Analytics refer to the mining, measurement and reporting of facts or metrics (often presented visually) over time as they relate to one another. Although this realm grows extremely complex in areas such as quantitative risk analysis (often used in financial services) for the purposes of Human Resources we only need to get familiar with some basic concepts:
positive correlation: in a sample set of data points what % probability will one metric relate to another or move in parallel with another metric forming a ‘//’.
negative or inverse correlation: in a sample set of data points what % probability will one metric relate to another’s polar opposite, meaning they move in exact opposite directions forming an ‘X’.
For a more detailed intro to HR Analytics read the blog post: Human Resources Analytics Primer.
Predictive Modeling Errors
I happen to buy mostly business books from Amazon.com most often and for that reason I am presented with quirky recommendations such as “Who Moved My Cheese” courtesy of Amazon’s effective predictive analytics engine. While some of the recommendations are interesting, others miss the mark completely. The most frightening result of my shopping habits, as it applies to the Human Resources domain, is that I’ve now found that it will only recommend a very narrow genre of books. I’ve lost all random and creative associations that used to lead me to surprising new genres and authors. It has become very Stepford in its associations because the data it leverages is incomplete.

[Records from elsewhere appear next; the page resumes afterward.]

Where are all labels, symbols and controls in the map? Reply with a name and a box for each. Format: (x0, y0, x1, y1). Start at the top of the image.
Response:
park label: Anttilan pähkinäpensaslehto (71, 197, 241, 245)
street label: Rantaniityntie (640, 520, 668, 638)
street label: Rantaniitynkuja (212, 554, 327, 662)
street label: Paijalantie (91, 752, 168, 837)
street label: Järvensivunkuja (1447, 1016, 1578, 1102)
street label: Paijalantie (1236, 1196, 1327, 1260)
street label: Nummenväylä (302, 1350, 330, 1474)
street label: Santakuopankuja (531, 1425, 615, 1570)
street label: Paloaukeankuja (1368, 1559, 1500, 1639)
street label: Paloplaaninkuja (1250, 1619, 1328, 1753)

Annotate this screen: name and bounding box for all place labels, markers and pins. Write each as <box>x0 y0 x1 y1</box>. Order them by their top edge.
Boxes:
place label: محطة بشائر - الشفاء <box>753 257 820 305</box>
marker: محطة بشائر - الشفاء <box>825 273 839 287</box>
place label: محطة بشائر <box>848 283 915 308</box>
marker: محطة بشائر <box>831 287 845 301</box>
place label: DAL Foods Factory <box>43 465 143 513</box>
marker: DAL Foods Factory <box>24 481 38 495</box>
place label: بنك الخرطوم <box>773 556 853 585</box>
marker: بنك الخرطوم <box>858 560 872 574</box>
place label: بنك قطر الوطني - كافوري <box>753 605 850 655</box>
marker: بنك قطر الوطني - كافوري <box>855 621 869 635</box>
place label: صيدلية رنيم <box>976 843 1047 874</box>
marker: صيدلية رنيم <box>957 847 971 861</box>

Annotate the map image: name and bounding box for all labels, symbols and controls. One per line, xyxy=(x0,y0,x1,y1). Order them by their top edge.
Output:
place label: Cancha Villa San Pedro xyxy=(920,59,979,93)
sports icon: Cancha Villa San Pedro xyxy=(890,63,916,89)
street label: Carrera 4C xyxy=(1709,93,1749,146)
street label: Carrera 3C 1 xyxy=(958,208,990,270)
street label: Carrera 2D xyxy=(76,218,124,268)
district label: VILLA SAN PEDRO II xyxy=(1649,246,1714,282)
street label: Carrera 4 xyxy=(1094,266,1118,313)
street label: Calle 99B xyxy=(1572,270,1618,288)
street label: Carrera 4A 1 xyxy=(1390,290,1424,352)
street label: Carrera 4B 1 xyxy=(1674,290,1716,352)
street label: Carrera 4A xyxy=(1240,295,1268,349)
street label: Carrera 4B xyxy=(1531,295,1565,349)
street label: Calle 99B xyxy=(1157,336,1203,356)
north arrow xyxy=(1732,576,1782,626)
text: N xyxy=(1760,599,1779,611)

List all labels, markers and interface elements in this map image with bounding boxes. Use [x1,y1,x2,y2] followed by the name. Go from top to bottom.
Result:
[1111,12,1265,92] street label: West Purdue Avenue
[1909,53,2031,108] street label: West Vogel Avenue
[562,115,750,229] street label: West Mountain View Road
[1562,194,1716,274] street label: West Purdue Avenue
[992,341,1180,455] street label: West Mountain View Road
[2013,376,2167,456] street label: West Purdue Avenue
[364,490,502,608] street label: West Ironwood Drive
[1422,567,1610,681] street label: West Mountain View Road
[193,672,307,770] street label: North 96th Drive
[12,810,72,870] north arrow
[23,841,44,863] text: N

This same Stepford-effect is a risk of predictive analytics in Human Resources. If I happen to hire a few great performing 20-something-year-old men then that pattern becomes part of the predictive criteria and in turn encourages me to hire more young males. This is exaggerated to make a point, but it is the same effect witnessed as a result of failing risk models of the subprime mortgage induced market crash (NY Times) and should not be underestimated or dismissed as unrelated. The full set of data was not possible to obtain or was not considered. Quantifying and predicting human behavior requires far more data than is possible to obtain with today’s Human Resources software and technology. This affects many areas of Human Resources but specifically it impacts the more behaviorally nuanced areas such as Talent Analytics: Performance, Recruiting, and Training.
Data Aging is one challenge. In summary predictive models are only good for a certain amount of time as the factors involved in behavioral economics change over the years in correlation to macro and micro economic trends. At a macroeconomic level you can often find different age groups weigh different factors at varying levels. External changes like inflation, unemployment, wars, etc. all shape human behaviors. Below is an example which aimed to show whether high performing employees by age and generation bands stayed or voluntarily left an organization depending on compensation changes over 4 years. What is interesting is the variance between who left and who stayed by age (generation) and gender:
Aside from external factors employees also face internal “microeconomic” influences some of which can be measured and some not. For example, commute time may be long for an employee and that can be used in metrics. However there are many personal factors that cannot (for example, if a spouse loses a job or becomes ill). So, with the constant movement of both sets of internal and external factors, predictive models must be maintained regularly and sometimes redeveloped from scratch over time.
Data Volume is also a critical factor to be aware of in predictive modeling for HR. Let’s say I would like to create a risk model that lets managers and HR determine what employees might be a flight risk. In a company of 10,000 employees let’s say my voluntary turnover is 10% per year. That gives me a sample data size of only 1,000 per year to work with. In order to increase that I may look over 3 yrs so I can have 3,000 to work with. I probably want to limit my study to high performers (assuming I don’t care as much if low performers go) and that likely brings me to half the population or 1,500. Additionally I would want to include some demographic dimensions here as those impact models in HR heavily.
So let’s say I want to cut it by age and gender (following the example above) because a single woman in her 40s with 2 children is going to value different things in the employer relationship than a single man in his mid-twenties. So, now I have about 750 male/ 750 female. Then by generation I’ll have Baby Boomers: 25% (188) Generation X/Y: 40%(300) Millennials: 35%(263). At these sample sizes the use of the word “predictive” becomes somewhat misleading. Yes, you can forecast perhaps better than before but marketing materials often gloss over the weaknesses of these kinds of analyses. For companies of 5,000 employees and under this is an important distinction.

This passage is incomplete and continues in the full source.